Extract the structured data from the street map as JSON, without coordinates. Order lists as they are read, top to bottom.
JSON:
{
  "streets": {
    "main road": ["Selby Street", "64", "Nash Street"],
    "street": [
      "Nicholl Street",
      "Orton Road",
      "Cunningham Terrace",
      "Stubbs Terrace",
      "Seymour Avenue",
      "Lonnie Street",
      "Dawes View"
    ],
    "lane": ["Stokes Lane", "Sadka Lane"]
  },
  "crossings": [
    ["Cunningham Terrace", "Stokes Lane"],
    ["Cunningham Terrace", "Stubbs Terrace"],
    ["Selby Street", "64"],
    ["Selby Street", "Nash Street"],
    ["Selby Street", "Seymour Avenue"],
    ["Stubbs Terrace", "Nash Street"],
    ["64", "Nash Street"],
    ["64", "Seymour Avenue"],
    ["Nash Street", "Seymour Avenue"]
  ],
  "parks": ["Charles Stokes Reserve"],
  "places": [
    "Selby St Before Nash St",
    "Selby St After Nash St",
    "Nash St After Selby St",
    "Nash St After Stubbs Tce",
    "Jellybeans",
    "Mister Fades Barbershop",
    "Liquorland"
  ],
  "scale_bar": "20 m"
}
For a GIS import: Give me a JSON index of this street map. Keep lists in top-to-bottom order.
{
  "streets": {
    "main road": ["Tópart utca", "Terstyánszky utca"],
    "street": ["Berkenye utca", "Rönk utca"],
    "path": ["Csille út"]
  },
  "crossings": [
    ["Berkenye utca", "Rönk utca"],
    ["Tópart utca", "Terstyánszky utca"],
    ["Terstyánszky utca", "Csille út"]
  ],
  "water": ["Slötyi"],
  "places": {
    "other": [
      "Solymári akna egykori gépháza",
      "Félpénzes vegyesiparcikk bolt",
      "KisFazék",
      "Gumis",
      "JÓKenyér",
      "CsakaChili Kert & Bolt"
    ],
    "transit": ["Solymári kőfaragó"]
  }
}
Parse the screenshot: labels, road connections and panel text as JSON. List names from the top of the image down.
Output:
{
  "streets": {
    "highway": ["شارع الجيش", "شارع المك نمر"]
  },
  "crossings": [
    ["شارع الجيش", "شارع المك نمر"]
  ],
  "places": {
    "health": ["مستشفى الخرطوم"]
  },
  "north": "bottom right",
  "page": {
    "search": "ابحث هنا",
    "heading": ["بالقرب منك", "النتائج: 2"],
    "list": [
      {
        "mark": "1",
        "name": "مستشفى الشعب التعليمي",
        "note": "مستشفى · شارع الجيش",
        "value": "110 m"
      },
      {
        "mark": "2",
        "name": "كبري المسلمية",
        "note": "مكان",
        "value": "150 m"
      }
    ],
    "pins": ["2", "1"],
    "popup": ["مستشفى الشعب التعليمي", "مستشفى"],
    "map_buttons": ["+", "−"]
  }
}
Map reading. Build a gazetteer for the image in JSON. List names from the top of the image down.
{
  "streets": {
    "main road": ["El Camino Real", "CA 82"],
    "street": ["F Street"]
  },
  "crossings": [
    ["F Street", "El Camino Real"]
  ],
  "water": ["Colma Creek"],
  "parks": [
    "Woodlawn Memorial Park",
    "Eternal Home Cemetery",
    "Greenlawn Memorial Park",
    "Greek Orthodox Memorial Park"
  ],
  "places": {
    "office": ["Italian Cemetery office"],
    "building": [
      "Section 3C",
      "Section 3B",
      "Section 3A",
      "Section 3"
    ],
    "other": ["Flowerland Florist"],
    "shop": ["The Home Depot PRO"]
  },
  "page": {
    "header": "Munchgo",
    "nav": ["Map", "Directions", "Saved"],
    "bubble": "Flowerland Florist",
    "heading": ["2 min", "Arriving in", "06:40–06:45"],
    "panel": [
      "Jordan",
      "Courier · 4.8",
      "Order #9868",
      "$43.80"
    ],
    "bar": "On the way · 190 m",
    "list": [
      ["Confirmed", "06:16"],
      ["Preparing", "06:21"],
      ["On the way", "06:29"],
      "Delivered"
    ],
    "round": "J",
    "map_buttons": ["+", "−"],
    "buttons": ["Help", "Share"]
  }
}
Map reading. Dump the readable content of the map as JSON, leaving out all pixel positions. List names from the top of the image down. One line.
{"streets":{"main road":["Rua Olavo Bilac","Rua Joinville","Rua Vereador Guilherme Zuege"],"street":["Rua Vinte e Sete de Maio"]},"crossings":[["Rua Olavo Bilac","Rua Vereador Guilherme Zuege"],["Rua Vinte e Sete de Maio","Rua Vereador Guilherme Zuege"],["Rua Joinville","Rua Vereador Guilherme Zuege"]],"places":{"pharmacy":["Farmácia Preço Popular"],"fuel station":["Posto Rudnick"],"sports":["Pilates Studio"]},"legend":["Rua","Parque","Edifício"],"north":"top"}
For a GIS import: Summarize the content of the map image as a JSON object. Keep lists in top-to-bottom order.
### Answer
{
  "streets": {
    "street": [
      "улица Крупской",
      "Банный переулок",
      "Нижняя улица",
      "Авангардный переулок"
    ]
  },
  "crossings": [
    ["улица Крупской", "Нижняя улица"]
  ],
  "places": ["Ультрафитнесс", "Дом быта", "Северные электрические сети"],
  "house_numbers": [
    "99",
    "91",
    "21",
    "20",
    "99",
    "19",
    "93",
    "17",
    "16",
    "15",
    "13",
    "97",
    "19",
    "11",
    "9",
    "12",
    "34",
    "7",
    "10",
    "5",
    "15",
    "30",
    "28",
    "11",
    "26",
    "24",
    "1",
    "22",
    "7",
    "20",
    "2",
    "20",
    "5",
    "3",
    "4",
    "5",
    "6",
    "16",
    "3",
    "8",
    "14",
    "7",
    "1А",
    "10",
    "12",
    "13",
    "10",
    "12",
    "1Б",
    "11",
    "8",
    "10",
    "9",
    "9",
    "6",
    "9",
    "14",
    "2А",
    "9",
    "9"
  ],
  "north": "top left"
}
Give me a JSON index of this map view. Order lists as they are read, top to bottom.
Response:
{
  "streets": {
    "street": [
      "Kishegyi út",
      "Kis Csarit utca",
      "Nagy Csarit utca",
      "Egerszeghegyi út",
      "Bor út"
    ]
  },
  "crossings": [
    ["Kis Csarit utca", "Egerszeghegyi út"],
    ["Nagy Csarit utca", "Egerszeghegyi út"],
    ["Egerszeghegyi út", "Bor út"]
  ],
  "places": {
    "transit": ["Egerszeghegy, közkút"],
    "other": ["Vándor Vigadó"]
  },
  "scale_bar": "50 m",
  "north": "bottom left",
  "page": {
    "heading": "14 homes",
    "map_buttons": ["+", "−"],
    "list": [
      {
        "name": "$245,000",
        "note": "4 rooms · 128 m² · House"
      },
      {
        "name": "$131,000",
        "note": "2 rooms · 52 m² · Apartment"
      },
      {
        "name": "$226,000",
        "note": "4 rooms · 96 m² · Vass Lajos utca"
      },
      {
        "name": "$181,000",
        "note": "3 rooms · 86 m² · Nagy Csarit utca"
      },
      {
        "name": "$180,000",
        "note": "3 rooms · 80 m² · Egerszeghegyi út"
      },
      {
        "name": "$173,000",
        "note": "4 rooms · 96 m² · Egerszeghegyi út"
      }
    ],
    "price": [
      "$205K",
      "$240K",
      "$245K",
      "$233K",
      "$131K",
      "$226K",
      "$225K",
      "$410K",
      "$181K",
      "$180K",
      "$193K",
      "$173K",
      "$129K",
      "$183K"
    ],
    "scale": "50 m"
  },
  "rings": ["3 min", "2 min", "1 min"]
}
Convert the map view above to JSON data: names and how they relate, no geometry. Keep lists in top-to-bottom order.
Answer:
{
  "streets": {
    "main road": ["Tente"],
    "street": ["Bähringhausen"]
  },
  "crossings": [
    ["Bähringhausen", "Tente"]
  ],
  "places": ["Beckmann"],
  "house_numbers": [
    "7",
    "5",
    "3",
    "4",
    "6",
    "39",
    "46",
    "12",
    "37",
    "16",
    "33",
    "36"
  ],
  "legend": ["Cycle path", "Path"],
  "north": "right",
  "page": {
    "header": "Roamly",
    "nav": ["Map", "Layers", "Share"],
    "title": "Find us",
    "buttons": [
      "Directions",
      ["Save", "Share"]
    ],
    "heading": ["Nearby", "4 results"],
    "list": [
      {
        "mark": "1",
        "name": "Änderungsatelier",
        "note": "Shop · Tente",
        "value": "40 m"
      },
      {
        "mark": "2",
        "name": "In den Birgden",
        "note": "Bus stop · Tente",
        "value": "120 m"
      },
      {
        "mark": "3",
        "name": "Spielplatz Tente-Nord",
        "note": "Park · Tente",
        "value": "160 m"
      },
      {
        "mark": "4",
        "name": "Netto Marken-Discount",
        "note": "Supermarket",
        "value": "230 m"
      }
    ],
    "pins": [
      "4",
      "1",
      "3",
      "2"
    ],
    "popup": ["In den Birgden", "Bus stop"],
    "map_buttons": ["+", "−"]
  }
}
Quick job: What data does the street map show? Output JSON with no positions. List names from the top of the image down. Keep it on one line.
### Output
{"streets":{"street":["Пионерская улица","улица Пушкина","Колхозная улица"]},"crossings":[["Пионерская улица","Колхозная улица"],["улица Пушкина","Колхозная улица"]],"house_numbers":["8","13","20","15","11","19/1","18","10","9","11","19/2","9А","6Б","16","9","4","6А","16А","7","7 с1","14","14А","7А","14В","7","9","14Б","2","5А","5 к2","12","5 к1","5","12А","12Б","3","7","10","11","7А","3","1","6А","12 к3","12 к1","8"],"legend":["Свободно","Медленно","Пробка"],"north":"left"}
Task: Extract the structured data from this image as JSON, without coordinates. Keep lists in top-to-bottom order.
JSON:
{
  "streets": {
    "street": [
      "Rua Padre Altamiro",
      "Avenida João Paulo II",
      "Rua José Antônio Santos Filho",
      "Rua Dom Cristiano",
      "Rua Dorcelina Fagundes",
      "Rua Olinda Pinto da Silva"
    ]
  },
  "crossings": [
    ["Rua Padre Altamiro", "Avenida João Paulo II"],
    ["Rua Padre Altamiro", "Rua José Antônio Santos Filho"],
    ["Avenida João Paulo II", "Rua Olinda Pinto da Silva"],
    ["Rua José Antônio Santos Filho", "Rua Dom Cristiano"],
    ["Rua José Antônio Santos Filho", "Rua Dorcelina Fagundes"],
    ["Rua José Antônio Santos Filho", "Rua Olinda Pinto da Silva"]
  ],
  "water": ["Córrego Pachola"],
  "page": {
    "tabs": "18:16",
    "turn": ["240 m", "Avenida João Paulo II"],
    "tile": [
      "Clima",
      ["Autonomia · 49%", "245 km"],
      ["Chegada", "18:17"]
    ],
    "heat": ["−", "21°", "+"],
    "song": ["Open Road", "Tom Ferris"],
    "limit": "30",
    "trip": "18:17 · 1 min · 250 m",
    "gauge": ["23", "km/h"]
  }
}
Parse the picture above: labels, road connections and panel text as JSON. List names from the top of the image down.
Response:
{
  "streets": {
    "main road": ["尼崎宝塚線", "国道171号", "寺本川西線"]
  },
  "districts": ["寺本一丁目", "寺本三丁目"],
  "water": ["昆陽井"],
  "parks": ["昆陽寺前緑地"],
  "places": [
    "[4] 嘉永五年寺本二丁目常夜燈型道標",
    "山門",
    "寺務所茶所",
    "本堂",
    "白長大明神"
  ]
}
· · ·
**Task goal:** From the entries above, extract only the lines running from the one containing "Task: Extract the" through the one containing "Parse the picture", inclusive.

**Answer:**
Task: Extract the structured data from this image as JSON, without coordinates. Keep lists in top-to-bottom order.
JSON:
{
  "streets": {
    "street": [
      "Rua Padre Altamiro",
      "Avenida João Paulo II",
      "Rua José Antônio Santos Filho",
      "Rua Dom Cristiano",
      "Rua Dorcelina Fagundes",
      "Rua Olinda Pinto da Silva"
    ]
  },
  "crossings": [
    ["Rua Padre Altamiro", "Avenida João Paulo II"],
    ["Rua Padre Altamiro", "Rua José Antônio Santos Filho"],
    ["Avenida João Paulo II", "Rua Olinda Pinto da Silva"],
    ["Rua José Antônio Santos Filho", "Rua Dom Cristiano"],
    ["Rua José Antônio Santos Filho", "Rua Dorcelina Fagundes"],
    ["Rua José Antônio Santos Filho", "Rua Olinda Pinto da Silva"]
  ],
  "water": ["Córrego Pachola"],
  "page": {
    "tabs": "18:16",
    "turn": ["240 m", "Avenida João Paulo II"],
    "tile": [
      "Clima",
      ["Autonomia · 49%", "245 km"],
      ["Chegada", "18:17"]
    ],
    "heat": ["−", "21°", "+"],
    "song": ["Open Road", "Tom Ferris"],
    "limit": "30",
    "trip": "18:17 · 1 min · 250 m",
    "gauge": ["23", "km/h"]
  }
}
Parse the picture above: labels, road connections and panel text as JSON. List names from the top of the image down.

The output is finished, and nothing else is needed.